Jonny Greenwood’s hair-raising score immeasurably heightens suspense and viewers’ pulse rates as the strained dynamic of the ranch-bound Burbank family steadily unravels - a dynamic remorselessly dominated by the bullish leadership of closeted gay cowboy, Phil Burbank (Cumberbatch). Set in 1920s Montana and shot on location across the South Island of Campion’s native New Zealand, Wegner’s shots of the rolling Auckland hills characterise the landscape as simultaneously breathtaking and hostile, perfectly encapsulating the isolation of the ranch life led by Phil and his unassuming younger brother, George (Plemons). Their dilapidated existence is disrupted by the arrival of George’s new wife Rose (Dunst) and her son, Peter (Smit-McPhee), much to Phil’s chagrin. His barbed remarks and sinister manipulations make life for the troubled Rose and tortured Peter as unsettled as possible. The painstaking unspooling of Rose’s mental state is delivered in a disarmingly off-kilter performance from Dunst. The film’s narrative power, mobilised by Wegner’s expressive cinematography, lies in what remains unsaid: what the audience is invited to surmise from Rose’s furtive looks, George’s weighty silences, and Phil’s measured movements as he laments over the legend and the worn saddle of his mentor, Bronco Henry. Masterfully navigating themes of toxic masculinity and hidden desire through the relationship between the repressed Phil and the queer-coded character of Peter, the subtle turns in power and motive weave a sequence of events guaranteed to keep you returning to this cast of beguiling, beleaguered characters long after the credits have rolled.
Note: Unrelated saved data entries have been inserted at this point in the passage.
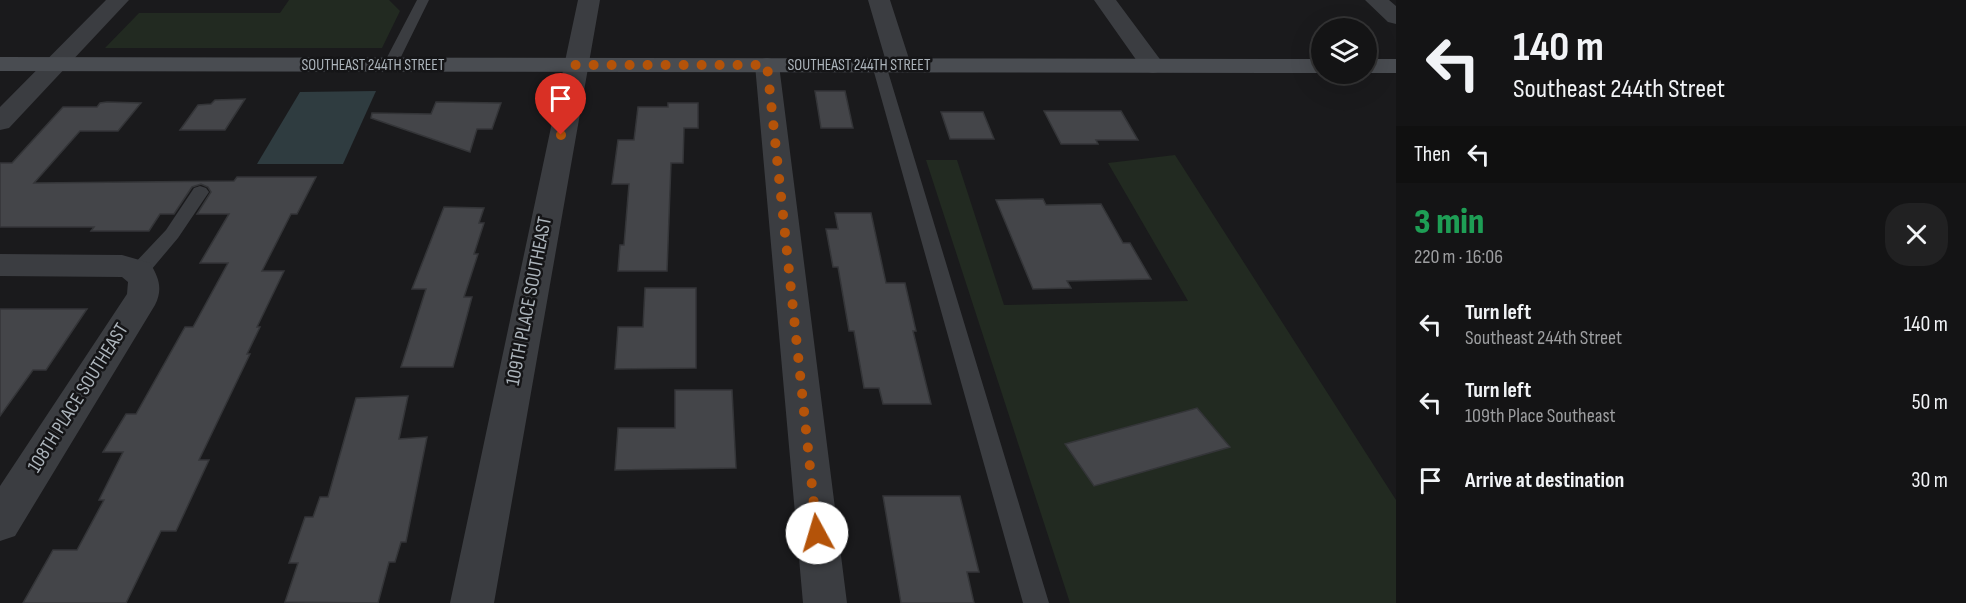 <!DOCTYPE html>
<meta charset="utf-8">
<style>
:root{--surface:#141415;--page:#212122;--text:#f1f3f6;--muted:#9d9ea0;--line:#333334}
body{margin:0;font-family:"Sofia Sans Condensed",sans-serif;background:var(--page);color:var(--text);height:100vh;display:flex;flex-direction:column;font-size:22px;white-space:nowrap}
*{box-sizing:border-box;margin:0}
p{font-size:20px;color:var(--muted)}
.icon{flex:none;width:33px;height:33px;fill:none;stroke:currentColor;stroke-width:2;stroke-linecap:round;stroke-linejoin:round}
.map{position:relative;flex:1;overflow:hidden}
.panel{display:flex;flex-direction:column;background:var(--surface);width:570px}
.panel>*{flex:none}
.top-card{background:#141415;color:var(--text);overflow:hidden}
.tools{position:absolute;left:1311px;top:18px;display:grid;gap:12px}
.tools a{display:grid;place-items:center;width:66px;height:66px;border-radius:50%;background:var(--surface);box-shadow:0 6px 24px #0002,0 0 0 2px var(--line);font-size:30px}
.pin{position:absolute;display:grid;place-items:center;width:51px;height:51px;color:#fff;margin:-62px -26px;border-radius:50% 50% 50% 0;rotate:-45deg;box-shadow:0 0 6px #0007}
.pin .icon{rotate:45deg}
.me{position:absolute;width:66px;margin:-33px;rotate:354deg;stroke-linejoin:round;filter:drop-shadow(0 0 4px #0008)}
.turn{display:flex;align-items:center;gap:21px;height:126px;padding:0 18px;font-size:27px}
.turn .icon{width:78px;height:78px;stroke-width:2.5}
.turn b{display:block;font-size:42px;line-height:51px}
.then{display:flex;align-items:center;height:57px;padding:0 18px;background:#0003;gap:12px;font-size:22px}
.round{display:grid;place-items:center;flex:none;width:63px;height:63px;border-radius:24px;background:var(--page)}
.headline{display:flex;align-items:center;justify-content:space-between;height:102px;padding:0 18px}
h1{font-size:36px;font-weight:800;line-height:45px;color:#1e9e55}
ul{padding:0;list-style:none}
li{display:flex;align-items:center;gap:18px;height:78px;padding:0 18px}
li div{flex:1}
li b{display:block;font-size:22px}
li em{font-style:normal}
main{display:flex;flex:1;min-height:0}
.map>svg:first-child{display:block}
</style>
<main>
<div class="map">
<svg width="1396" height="603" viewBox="0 0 1396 603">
<rect width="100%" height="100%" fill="#1a1a1c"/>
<!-- green -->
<path fill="#222a21" d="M 289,0 L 389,0 L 400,11 L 382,48 L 105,48 L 139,13 L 280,13 Z
M 1175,155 L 1396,500 L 1396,603 L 1070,603 L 926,160 L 957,160 L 1004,305 L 1188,301 L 1108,163 Z"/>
<!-- water -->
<path fill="#2f3c40" d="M 376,91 L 343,164 L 257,164 L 300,92 Z"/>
<!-- building -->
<path fill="#444549" stroke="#343538" stroke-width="1.5" d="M 815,91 L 845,91 L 853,128 L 821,128 Z
M 245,99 L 225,130 L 180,130 L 198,105 L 211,104 L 215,100 Z
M 107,102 L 141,103 L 118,131 L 80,131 L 34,183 L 234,181 L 237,177 L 316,177 L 297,214 L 291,214 L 262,271 L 284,271 L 257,327 L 260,327 L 247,354 L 250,354 L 199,460 L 209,460 L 176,531 L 161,531 L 126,603 L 23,603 L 53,550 L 77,550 L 104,500 L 99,500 L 123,452 L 103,452 L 126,414 L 136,414 L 185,327 L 193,327 L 228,263 L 200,263 L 229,214 L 197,214 L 211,192 L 208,187 L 201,184 L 192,187 L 174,214 L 160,214 L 149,231 L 91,231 L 94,227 L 0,227 L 0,163 L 12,163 L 63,107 L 97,107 L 100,103 Z
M 436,102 L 501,103 L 492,129 L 477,129 L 470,152 L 371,118 L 372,113 L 431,114 Z
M 668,103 L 698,103 L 698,128 L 684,128 L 683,163 L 671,163 L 667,271 L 618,271 L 620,245 L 624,245 L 629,184 L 612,184 L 618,140 L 634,140 L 638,107 L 668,107 Z
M 1044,111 L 1121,111 L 1138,140 L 1096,140 L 1098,144 L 1061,144 Z
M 941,112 L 983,112 L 994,139 L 950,139 Z
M 1043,199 L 1046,205 L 1101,204 L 1123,243 L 1130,243 L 1151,279 L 1067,281 L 1071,288 L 1033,289 L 996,200 Z
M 444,207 L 484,208 L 479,223 L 484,223 L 474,254 L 478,254 L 464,297 L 472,297 L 461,338 L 453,367 L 401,367 L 426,289 L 412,289 Z
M 835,213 L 871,213 L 886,283 L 905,283 L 916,331 L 913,331 L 931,404 L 883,404 L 879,388 L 864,388 L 854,331 L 849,331 L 838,267 L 833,267 L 826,229 L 838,229 Z
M 645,288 L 696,288 L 696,368 L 615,369 L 618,327 L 643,327 Z
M 0,309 L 87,309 L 46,370 L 33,370 L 0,416 Z
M 675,390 L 732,390 L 736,468 L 615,470 L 618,428 L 675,428 Z
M 408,396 L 399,439 L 427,437 L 406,542 L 401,542 L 395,562 L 389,562 L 378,603 L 285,602 L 298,563 L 289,563 L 305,517 L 313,517 L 320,497 L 328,497 L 356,398 Z
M 1197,408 L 1230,447 L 1094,486 L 1065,444 Z
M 883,496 L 960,496 L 979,572 L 967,572 L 974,603 L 901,603 Z"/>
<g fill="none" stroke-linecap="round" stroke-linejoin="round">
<!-- lane -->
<path fill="#3b3d41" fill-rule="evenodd" d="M 417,0 L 429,0 L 397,65 L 395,68 L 385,68 L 383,65 Z
M 879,61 L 886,65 L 1049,603 L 1023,603 L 872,65 Z
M 200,186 L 206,188 L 209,192 L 178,238 L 146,276 L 139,278 L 132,276 L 130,271 L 132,266 L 166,230 L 194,188 Z"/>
<!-- street -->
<path fill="#3b3d41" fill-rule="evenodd" d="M 106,0 L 129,0 L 9,128 L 0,130 L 0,107 Z
M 578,0 L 600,0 L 494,603 L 450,603 Z
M 868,0 L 890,0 L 911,65 L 908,70 L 899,72 L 890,70 L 887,65 Z
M 1094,0 L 1116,0 L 1165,66 L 1162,71 L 1153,73 L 1144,71 Z
M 1365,0 L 1389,0 L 1396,6 L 1396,24 L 1388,22 Z
M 767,58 L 776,60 L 779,65 L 847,603 L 803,603 L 755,65 L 758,60 Z
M 0,254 L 122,255 L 150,263 C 159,278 163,289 155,305 L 15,536 L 0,541 L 0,486 L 127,294 L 128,282 L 122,277 L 0,276 Z"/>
<!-- secondary -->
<path fill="#494c51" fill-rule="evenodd" d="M 0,57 L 1322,59 L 1322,73 L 0,71 Z
M 1366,59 L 1396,59 L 1396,73 L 1366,73 Z"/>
</g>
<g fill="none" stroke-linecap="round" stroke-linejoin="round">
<!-- route -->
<path stroke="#b45309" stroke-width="10" stroke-dasharray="0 18" d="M 561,135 L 575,65 L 767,65 L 817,533"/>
</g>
<g text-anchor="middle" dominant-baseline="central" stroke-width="5" stroke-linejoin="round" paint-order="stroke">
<!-- far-street labels -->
<g font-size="16" fill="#acb4bb" stroke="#151517">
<text x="373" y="65">SOUTHEAST 244TH STREET</text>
<text x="859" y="65">SOUTHEAST 244TH STREET</text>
</g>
<!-- street labels -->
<g font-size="20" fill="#acb4bb" stroke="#151517">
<text transform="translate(529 301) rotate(-79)">109TH PLACE SOUTHEAST</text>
<text transform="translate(78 398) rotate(-58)">108TH PLACE SOUTHEAST</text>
</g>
</g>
</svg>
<div class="tools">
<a><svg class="icon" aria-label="layers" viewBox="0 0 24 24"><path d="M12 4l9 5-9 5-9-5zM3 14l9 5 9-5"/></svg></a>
</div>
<div class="pin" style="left:561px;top:135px;background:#d93025"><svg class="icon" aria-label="arrive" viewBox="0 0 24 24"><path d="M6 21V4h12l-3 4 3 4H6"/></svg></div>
<svg class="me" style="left:817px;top:533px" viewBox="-20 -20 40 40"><circle r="19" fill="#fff"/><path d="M0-13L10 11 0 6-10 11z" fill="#b45309"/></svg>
</div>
<section class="panel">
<div class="top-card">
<div class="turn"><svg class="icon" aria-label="left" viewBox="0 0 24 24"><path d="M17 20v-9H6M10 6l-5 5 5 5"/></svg><div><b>140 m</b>Southeast 244th Street</div></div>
<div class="then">Then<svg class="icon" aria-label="left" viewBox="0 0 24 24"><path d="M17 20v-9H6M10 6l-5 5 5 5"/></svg></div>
</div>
<div class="headline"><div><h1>3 min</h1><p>220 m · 16:06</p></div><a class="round"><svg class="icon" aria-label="close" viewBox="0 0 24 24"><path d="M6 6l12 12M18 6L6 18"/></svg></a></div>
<ul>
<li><svg class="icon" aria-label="left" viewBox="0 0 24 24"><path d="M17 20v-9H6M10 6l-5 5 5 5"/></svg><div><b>Turn left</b><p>Southeast 244th Street</p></div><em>140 m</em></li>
<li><svg class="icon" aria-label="left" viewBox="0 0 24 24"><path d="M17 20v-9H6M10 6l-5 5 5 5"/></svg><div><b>Turn left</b><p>109th Place Southeast</p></div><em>50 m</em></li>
<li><svg class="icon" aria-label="arrive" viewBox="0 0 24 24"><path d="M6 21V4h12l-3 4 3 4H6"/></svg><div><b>Arrive at destination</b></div><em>30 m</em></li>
</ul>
</section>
</main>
Honourable mentions: if you’re planning to dedicate some movie hours to this year’s nominations ahead of the awards ceremony, make sure these movies make your list.
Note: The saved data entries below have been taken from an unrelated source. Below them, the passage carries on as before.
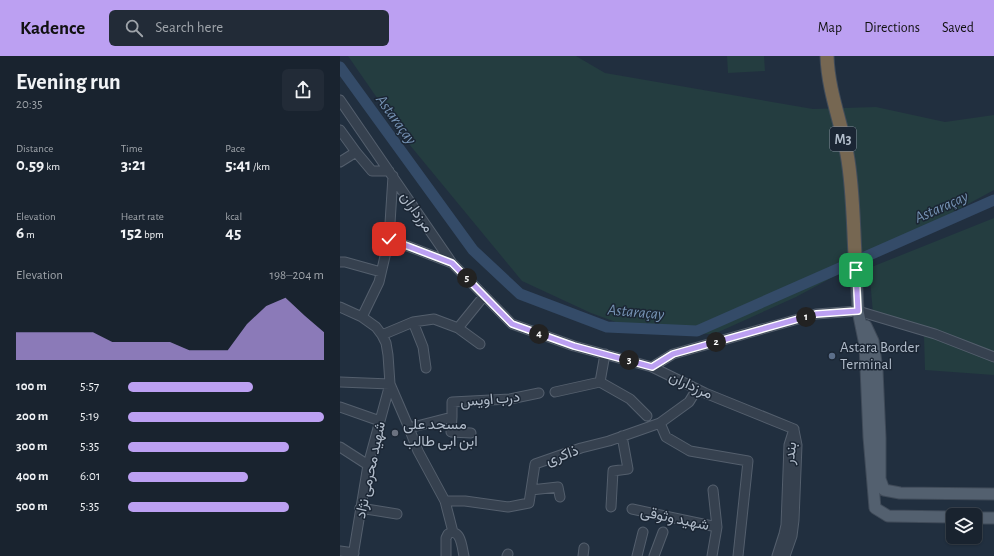 <!DOCTYPE html>
<meta charset="utf-8">
<style>
body{margin:0;font-family:"Alegreya Sans",Vazirmatn,sans-serif;background:#222b37;color:#f1f3f6;height:100vh;display:flex;flex-direction:column;font-size:15px;white-space:nowrap}
*{box-sizing:border-box;margin:0}
p{font-size:13px;color:#9fa4aa}
.icon{flex:none;width:22px;height:22px;fill:none;stroke:currentColor;stroke-width:2;stroke-linecap:round;stroke-linejoin:round}
.map{position:relative;flex:1;overflow:hidden}
.drawer{display:flex;flex-direction:column;background:#19232f;width:340px}
.drawer>*{flex:none}
.tools{position:absolute;left:606px;top:452px;display:grid;gap:8px}
.tools a{display:grid;place-items:center;width:36px;height:36px;border-radius:6px;background:#19232f;box-shadow:0 1px 3px #0004,0 0 0 1px #37404b;font-size:20px}
.pin{position:absolute;display:grid;place-items:center;width:34px;height:34px;color:#fff;margin:-17px;border-radius:8px;box-shadow:0 2px 6px #0006}
.km{position:absolute;width:20px;height:20px;margin:-10px;border-radius:50%;background:#222;color:#fff;font-size:11px;line-height:20px;text-align:center}
.round{display:grid;place-items:center;flex:none;width:42px;height:42px;border-radius:6px;background:#222b37}
.summary{display:flex;align-items:center;justify-content:space-between;height:68px;padding:0 16px}
h1{font-size:22px;font-weight:700;line-height:30px}
.figures{display:grid;grid-template-columns:repeat(3,1fr);gap:6px;height:68px;padding:4px 16px}
.figures div{display:grid;align-content:center}
.figures b{font-size:17px;font-weight:700}
.figures small{font-size:11px;font-weight:400}
.figures p{font-size:11px}
.chart{height:112px;padding:8px 16px}
.chart p{display:flex;justify-content:space-between}
.chart svg{width:100%;height:72px;margin-top:4px;fill:#bca0f2;opacity:.7}
ul{padding:0 16px;list-style:none;font-size:13px}
li{display:grid;grid-template-columns:64px 48px 1fr;align-items:center;height:30px}
li i{height:10px;border-radius:5px;background:#bca0f2}
header{display:flex;align-items:center;gap:24px;box-sizing:border-box;height:56px;padding:0 20px;background:#bca0f2;color:#111}
header strong{font-size:19px}
nav{display:flex;gap:22px;margin-inline-start:auto;font-size:14px}
.search{width:280px;height:36px;background:#222b37;display:flex;align-items:center;gap:10px;box-sizing:border-box;padding:0 14px;border-radius:6px;color:#9fa4aa;font-size:15px}
main{display:flex;flex:1;min-height:0}
.map>svg:first-child{display:block}
</style>
<header>
<strong>Kadence</strong>
<div class="search"><svg class="icon" aria-label="search" viewBox="0 0 24 24"><circle cx="10" cy="10" r="6"/><path d="M15 15l6 6"/></svg>Search here</div>
<nav><a>Map</a><a>Directions</a><a>Saved</a></nav>
</header>
<main>
<section class="drawer">
<div class="summary"><div><h1>Evening run</h1><p>20:35</p></div><a class="round"><svg class="icon" aria-label="share" viewBox="0 0 24 24"><path d="M12 15V3M7 8l5-5 5 5M5 13v7h14v-7"/></svg></a></div>
<div class="figures">
<div><p>Distance</p><b>0.59<small> km</small></b></div>
<div><p>Time</p><b>3:21</b></div>
<div><p>Pace</p><b>5:41<small> /km</small></b></div>
</div>
<div class="figures">
<div><p>Elevation</p><b>6<small> m</small></b></div>
<div><p>Heart rate</p><b>152<small> bpm</small></b></div>
<div><p>kcal</p><b>45</b></div>
</div>
<div class="chart"><p><span>Elevation</span>198–204 m</p>
<svg viewBox="0 0 160 44" preserveAspectRatio="none"><path d="M0 44V27L10 27L20 27L30 27L40 27L50 33L60 33L70 33L80 33L90 38L100 38L110 38L120 22L130 11L140 6L150 17L160 27V44z"/></svg>
</div>
<ul>
<li><b>100 m</b>5:57<i style="width:64%"></i></li>
<li><b>200 m</b>5:19<i style="width:100%"></i></li>
<li><b>300 m</b>5:35<i style="width:82%"></i></li>
<li><b>400 m</b>6:01<i style="width:61%"></i></li>
<li><b>500 m</b>5:35<i style="width:82%"></i></li>
</ul>
</section>
<div class="map">
<svg width="654" height="500" viewBox="0 0 654 500">
<rect width="100%" height="100%" fill="#212f3f"/>
<!-- green -->
<path fill="#243d40" d="M8 0H236L265 17 473 53 536 51 605 66 654 59V134L456 241 374 278 306 277 251 257 182 225 69 88Z
M387 0H424L425 15 388 17Z
M654 162V319L585 314 584 280 533 257 529 212Z"/>
<g fill="none" stroke-linecap="round" stroke-linejoin="round">
<!-- river -->
<path stroke="#344b68" stroke-width="11" d="M0 11 133 194 180 238 267 271 357 275 654 144"/>
<!-- minor casing -->
<g stroke="#545f6d" stroke-width="11">
<path id="minor" d="M0 44 112 207 172 268 234 290 312 311 365 337 454 373
M0 74 16 96
M0 106 16 96 32 115H49
M49 183 112 207
M0 206H5L41 216
M0 251 22 261 36 271 42 279 46 287 48 299 50 328 69 372 78 395 105 445 113 476
M22 261 39 226 49 183 53 120
M73 266 83 291 86 312
M118 272 140 288
M42 279 73 266 94 263 118 272 144 240
M312 311 333 298 476 258 518 255 595 278 654 301
M0 326 50 328 28 409 13 500
M260 326 290 343 307 360
M215 336 260 326 265 298
M0 351 40 365
M112 361 111 376 131 377
M320 367 326 381 350 395 408 405 398 500
M69 372 112 361V346L170 343 199 337
M0 391 28 409
M191 434 218 431 220 441
M105 445H125L168 451 189 447 195 408 241 392 269 385 320 367 349 346 357 333
M271 451 273 415 288 413 282 380
M20 452 57 458
M292 453 377 471
M0 495 14 497
M106 500V482L108 478C121 471 122 492 124 500
M167 500 168 498
M243 500 244 492
M297 500 303 476
M314 500 323 476
M372 500 377 471 373 434
M437 500 444 478 446 469 449 389 454 373
M445 500 452 480 454 464 457 389 454 374"/>
</g>
<!-- major casing -->
<g stroke="#3f4a58" stroke-width="13">
<path id="major" d="M516 214 518 255 525 289 529 381 535 452 548 460 613 461
M526 270 533 285 537 314 540 382V423L544 434 560 437 654 438
M635 462H654"/>
</g>
<!-- highway casing -->
<g stroke="#414c5a" stroke-width="15">
<path id="highway" d="M487 0C488 34 501 66 507 98 514 136 513 176 516 214"/>
</g>
<!-- minor -->
<use href="#minor" stroke="#36414f" stroke-width="9"/>
<!-- major -->
<use href="#major" stroke="#53606f" stroke-width="11"/>
<!-- highway -->
<use href="#highway" stroke="#766752" stroke-width="13"/>
</g>
<g fill="none" stroke-linecap="round" stroke-linejoin="round">
<!-- route casing -->
<g stroke="#fff" stroke-width="8">
<path id="route" d="M49 183 112 207 172 268 234 290 312 311 333 298 476 258 518 255 516 214"/>
</g>
<!-- route -->
<use href="#route" stroke="#bca0f2" stroke-width="5"/>
</g>
<!-- markers -->
<circle fill="#5c6f8a" stroke="#1b2634" stroke-width="1.5" cx="492" cy="300" r="4"/>
<circle fill="#6b7280" stroke="#1b2634" stroke-width="1.5" cx="55" cy="377" r="4"/>
<g text-anchor="middle" stroke-width="3" stroke-linejoin="round" paint-order="stroke">
<!-- shield labels -->
<rect fill="#1b2634" stroke="#848f9d" stroke-width="1" x="490" y="71" width="26" height="24" rx="3"/>
<g font-size="14" font-weight="bold" fill="#b1bcca">
<text x="503" y="88">M3</text>
</g>
<!-- street labels -->
<g font-size="15" fill="#b1bcca" stroke="#1b2634">
<text transform="translate(77 156) rotate(55)" y="5">مرزداران</text>
<text transform="translate(351 329) rotate(25)" y="5">مرزداران</text>
<text transform="translate(150 343) rotate(-5)" y="5">درب اویس</text>
<text transform="translate(450 397) rotate(-83)" y="5">بندر</text>
<text transform="translate(222 399) rotate(-19)" y="5">ذاکری</text>
<text transform="translate(30 414) rotate(-78)" y="5">شهید محرمی نژاد</text>
<text transform="translate(335 462) rotate(12)" y="5">شهید وثوقی</text>
</g>
<!-- poi labels -->
<g font-size="15" fill="#b1bcca" stroke="#1b2634" text-anchor="start">
<text x="500" y="296">Astara Border<tspan x="500" dy="17">Terminal</tspan></text>
<text x="63" y="373">مسجد علی<tspan x="63" dy="17">ابن ابی طالب</tspan></text>
</g>
<!-- water labels -->
<g font-size="16" font-style="italic" fill="#7693b4" stroke="#1b2634">
<text transform="translate(57 63) rotate(54)" y="6">Astaraçay</text>
<text transform="translate(601 150) rotate(-24)" y="6">Astaraçay</text>
<text transform="translate(296 255) rotate(5)" y="6">Astaraçay</text>
</g>
</g>
</svg>
<div class="tools">
<a><svg class="icon" aria-label="layers" viewBox="0 0 24 24"><path d="M12 4l9 5-9 5-9-5zM3 14l9 5 9-5"/></svg></a>
</div>
<div class="pin" style="left:516px;top:214px;background:#1e9e55"><svg class="icon" aria-label="arrive" viewBox="0 0 24 24"><path d="M6 21V4h12l-3 4 3 4H6"/></svg></div>
<div class="pin" style="left:49px;top:183px;background:#d93025"><svg class="icon" aria-label="check" viewBox="0 0 24 24"><path d="M5 12l5 5 9-10"/></svg></div>
<b class="km" style="left:466px;top:261px">1</b>
<b class="km" style="left:376px;top:286px">2</b>
<b class="km" style="left:289px;top:304px">3</b>
<b class="km" style="left:199px;top:278px">4</b>
<b class="km" style="left:127px;top:222px">5</b>
</div>
</main>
BELFAST directed by Kenneth Brannagh
CODA directed by Sian Heder
DRIVE MY CAR directed by Ryusuke Hamaguchi
LICORICE PIZZA directed by Paul Thomas Anderson
THE TRAGEDY OF MACBETH directed by Joel Coen
WEST SIDE STORY directed by Steven Spielberg
The 94th annual Academy of Motion Picture Arts and Sciences Awards will take place on 28 March 2022 at 1:00 am BST. The event will be available to watch on the sub-channel Sky Cinema Oscars in the UK.